In 1919, Brodt campaigned for democratization in Polish Jewish communities; among the issues he promoted was women’s suffrage. In 1922, he applied for the rabbinical position in the city of Tomaszów Mazowiecki and was met with harsh opposition by Agudas Yisroel, which supported David Bornstein (1876–1943), later the admor (Hasidic leader) of Sochaczew. The four rounds of elections involved harsh confrontations between Zionists and Mizraḥi, on the one hand, and Agudas Yisroel, on the other, who alternately approached Polish authorities to annul the results. In the end, Brodt won the position (in 1928), but throughout the entire period of his service, which ended in 1936, he was forced to cope with attacks by his opponents.

The bitter confrontation did not prevent Brodt from taking part in activities of the Agudat ha-Rabanim (Association of Rabbis) in Poland, and from serving as a member of its executive. He was a deputy in the Polish Sejm (parliament) from 1922 to 1930, and represented Koło, the Jewish parliamentary faction, on the Committee for Military Affairs between 1928 and 1930; he had little impact on parliamentary activity, however.

In 1931, Brodt was appointed president of Mizraḥi in Poland in place of Yehoshu‘a Heshel Farbstein. As a result of the friction he experienced in Tomaszów Mazowiecki, and because of financial hardships, Brodt left Poland in 1936 to become the rabbi of Antwerp. In 1941 he moved to the United States, where he served as a rabbi in New York, and in 1951 he immigrated to Israel, where he was a rabbinical court judge.

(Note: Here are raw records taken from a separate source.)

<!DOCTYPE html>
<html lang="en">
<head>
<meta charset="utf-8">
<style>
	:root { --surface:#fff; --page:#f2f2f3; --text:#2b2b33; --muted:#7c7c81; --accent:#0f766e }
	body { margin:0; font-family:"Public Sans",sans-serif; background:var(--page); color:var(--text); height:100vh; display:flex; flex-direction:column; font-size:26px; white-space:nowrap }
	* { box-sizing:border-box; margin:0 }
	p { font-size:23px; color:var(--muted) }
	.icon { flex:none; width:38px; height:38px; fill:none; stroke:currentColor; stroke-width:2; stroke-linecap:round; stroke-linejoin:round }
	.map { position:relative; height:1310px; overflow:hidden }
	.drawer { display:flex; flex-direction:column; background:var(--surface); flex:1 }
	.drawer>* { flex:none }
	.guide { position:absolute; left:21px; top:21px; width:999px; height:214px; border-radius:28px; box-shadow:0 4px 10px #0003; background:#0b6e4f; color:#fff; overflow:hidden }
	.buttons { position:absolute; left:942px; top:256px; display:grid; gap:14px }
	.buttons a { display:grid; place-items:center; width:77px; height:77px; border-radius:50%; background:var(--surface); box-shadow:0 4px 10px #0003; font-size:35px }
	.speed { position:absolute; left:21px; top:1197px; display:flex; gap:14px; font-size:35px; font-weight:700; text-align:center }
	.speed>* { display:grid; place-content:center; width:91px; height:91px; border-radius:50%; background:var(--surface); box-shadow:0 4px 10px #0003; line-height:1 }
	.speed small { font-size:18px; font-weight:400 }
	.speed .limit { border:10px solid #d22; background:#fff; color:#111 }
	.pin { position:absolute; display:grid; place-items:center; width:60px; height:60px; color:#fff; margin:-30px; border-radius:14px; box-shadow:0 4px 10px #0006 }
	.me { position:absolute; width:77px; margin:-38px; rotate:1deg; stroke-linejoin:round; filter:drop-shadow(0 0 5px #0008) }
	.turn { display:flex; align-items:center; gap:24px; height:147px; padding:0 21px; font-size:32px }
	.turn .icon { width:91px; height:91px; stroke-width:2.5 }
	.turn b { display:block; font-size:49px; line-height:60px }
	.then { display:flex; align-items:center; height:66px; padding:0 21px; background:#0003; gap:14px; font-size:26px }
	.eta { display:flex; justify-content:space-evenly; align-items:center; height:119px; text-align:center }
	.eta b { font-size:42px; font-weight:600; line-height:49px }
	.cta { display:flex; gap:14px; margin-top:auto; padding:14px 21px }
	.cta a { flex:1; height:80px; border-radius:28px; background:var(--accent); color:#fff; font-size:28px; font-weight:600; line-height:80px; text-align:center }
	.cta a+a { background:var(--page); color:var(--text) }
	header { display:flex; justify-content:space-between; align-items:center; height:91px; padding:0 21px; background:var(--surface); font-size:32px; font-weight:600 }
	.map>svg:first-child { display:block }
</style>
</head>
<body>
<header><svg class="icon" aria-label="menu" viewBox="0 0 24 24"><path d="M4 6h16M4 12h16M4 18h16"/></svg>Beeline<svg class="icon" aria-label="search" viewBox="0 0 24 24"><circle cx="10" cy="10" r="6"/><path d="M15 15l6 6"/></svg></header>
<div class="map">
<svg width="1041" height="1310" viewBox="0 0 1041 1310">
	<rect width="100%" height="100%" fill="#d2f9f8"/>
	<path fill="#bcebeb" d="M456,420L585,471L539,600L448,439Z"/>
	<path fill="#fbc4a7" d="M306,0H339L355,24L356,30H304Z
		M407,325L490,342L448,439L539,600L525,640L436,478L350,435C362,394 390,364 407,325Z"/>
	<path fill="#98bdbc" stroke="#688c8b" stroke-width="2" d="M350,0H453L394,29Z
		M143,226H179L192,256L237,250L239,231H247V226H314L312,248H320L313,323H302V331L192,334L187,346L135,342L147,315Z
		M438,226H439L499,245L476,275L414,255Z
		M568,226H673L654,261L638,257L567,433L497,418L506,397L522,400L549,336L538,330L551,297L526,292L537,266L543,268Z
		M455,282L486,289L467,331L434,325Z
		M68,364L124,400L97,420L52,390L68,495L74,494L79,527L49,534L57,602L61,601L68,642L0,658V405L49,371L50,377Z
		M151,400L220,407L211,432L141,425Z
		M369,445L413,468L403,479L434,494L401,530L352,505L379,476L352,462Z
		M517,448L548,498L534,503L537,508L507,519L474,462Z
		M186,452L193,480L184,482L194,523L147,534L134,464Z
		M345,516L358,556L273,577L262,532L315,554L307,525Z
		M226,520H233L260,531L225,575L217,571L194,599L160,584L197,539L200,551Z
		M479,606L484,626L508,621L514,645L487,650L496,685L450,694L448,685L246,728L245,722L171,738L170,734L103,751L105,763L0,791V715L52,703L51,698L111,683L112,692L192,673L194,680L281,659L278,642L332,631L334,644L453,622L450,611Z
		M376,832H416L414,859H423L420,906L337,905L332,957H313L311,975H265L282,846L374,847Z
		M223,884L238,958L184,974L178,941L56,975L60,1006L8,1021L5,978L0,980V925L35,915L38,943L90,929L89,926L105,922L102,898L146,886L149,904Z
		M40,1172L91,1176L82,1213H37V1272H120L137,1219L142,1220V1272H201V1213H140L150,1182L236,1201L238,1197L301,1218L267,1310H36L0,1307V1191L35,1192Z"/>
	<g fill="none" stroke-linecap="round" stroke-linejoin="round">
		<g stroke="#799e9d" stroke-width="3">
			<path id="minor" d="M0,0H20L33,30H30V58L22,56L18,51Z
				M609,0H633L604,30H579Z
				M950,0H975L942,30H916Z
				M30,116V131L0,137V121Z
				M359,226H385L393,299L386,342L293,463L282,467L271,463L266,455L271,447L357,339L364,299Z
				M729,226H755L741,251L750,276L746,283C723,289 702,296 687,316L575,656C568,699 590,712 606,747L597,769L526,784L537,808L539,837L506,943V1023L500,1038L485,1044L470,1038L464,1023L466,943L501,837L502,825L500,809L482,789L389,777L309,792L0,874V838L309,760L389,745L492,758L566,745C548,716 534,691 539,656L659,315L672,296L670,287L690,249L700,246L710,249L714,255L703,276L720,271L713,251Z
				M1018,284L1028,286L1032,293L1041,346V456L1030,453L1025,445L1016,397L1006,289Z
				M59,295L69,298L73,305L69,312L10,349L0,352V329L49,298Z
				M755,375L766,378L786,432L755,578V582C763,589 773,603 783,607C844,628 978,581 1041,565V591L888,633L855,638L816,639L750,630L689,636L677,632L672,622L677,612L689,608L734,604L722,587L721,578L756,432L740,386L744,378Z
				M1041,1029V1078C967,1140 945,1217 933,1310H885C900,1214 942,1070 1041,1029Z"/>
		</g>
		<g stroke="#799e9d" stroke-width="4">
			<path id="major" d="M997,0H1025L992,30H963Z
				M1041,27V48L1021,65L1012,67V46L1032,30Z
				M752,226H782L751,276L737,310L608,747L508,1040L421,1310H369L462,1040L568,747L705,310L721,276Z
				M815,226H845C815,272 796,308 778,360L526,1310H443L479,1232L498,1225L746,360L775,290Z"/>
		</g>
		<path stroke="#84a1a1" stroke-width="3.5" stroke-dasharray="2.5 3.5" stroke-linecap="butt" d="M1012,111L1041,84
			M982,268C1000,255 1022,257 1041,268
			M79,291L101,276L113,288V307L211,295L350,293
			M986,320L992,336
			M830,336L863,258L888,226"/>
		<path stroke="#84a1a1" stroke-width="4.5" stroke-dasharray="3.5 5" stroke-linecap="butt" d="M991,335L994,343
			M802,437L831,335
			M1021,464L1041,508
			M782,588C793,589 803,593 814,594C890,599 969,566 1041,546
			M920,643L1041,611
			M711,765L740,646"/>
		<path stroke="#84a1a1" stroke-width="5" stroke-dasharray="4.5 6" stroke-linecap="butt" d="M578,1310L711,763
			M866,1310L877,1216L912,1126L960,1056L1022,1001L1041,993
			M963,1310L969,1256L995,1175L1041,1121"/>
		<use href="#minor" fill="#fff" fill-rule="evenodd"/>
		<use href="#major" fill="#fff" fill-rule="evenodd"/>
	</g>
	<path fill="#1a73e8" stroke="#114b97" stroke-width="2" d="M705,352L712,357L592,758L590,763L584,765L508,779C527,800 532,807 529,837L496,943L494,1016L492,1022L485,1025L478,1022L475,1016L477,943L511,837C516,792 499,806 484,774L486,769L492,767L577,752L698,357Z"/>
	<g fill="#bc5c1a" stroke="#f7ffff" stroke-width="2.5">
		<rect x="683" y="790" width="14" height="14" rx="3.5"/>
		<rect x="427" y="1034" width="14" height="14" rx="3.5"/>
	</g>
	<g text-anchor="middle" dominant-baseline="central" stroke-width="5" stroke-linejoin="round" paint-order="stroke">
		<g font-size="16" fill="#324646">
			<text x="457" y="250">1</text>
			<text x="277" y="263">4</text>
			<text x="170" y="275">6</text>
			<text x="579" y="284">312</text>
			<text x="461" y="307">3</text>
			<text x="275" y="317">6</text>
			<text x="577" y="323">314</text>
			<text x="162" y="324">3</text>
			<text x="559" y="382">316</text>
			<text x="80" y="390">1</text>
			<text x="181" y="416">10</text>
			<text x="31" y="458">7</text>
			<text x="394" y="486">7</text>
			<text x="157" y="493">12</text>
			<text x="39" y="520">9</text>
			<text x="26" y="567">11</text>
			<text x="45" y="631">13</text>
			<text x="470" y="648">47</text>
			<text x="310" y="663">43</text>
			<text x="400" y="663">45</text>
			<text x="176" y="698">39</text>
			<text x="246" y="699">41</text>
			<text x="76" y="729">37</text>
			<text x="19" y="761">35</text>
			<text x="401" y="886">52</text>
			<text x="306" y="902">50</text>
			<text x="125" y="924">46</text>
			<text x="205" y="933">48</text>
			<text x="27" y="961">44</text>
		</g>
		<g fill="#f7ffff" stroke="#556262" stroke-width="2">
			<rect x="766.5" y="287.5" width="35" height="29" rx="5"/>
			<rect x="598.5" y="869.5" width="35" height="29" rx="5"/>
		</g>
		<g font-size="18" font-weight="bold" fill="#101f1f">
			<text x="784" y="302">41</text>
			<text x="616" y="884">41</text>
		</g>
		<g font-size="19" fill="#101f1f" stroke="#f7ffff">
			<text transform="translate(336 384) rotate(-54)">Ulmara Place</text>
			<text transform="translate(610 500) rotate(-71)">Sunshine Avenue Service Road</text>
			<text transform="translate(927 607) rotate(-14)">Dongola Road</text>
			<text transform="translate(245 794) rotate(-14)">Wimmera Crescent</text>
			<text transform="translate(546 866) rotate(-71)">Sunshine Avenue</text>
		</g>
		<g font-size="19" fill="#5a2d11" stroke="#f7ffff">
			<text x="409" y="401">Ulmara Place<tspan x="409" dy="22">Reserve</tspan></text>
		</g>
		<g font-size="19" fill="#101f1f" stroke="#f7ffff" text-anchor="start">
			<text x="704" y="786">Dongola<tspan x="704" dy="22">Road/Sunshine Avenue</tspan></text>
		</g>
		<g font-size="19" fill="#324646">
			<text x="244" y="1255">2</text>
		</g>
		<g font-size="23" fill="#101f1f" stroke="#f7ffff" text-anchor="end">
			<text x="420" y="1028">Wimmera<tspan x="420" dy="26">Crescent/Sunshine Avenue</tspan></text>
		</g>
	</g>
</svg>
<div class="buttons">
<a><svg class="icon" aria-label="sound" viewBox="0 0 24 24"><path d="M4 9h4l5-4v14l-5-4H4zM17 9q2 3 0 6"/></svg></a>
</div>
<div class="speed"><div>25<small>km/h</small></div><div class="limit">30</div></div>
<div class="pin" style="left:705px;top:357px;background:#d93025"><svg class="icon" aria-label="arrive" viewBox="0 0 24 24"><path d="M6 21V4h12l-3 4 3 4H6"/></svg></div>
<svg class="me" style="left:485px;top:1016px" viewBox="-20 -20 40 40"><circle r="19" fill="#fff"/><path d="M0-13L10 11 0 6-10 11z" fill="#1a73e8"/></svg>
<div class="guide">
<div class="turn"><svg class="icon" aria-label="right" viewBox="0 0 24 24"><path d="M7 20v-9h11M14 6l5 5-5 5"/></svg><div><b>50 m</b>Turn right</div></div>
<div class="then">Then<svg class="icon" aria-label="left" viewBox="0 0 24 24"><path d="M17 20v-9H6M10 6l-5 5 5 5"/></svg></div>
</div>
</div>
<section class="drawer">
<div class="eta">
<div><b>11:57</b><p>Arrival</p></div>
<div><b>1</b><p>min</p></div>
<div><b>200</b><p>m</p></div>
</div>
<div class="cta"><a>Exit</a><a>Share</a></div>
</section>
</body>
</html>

Brodt wrote numerous essays that appeared in the Jewish press in Poland, as well as a book, Tsionistishe problemen (Zionist Issues; 1935), that focused on the importance of the middle class in the Zionist movement. His writings supported Jewish settlement in Transjordan, and dealt with relationships between religion and state. After his death, some of his writings were collected in the text Sugyot be-Kodashim (Topics in the Mishnaic Order of “Holy Things”; 1969).

Suggested Reading

Asaf Kaniel, “Ha-Mizraḥi be-Polin ben shete milḥamot ha-‘olam” (Ph.D. diss., Bar Ilan University, 2004); Yizḥak Raphael, ed., Entsiklopedyah shel ha-Tsiyonut ha-datit, vol. 6, cols. 191–195 (Jerusalem, 2001); Abraham Wein, ed., “Lipno,” in Pinkas ha-kehilot: Polin, vol. 4, V’arshah veha-Galil, pp. 262–263 (Jerusalem, 1989).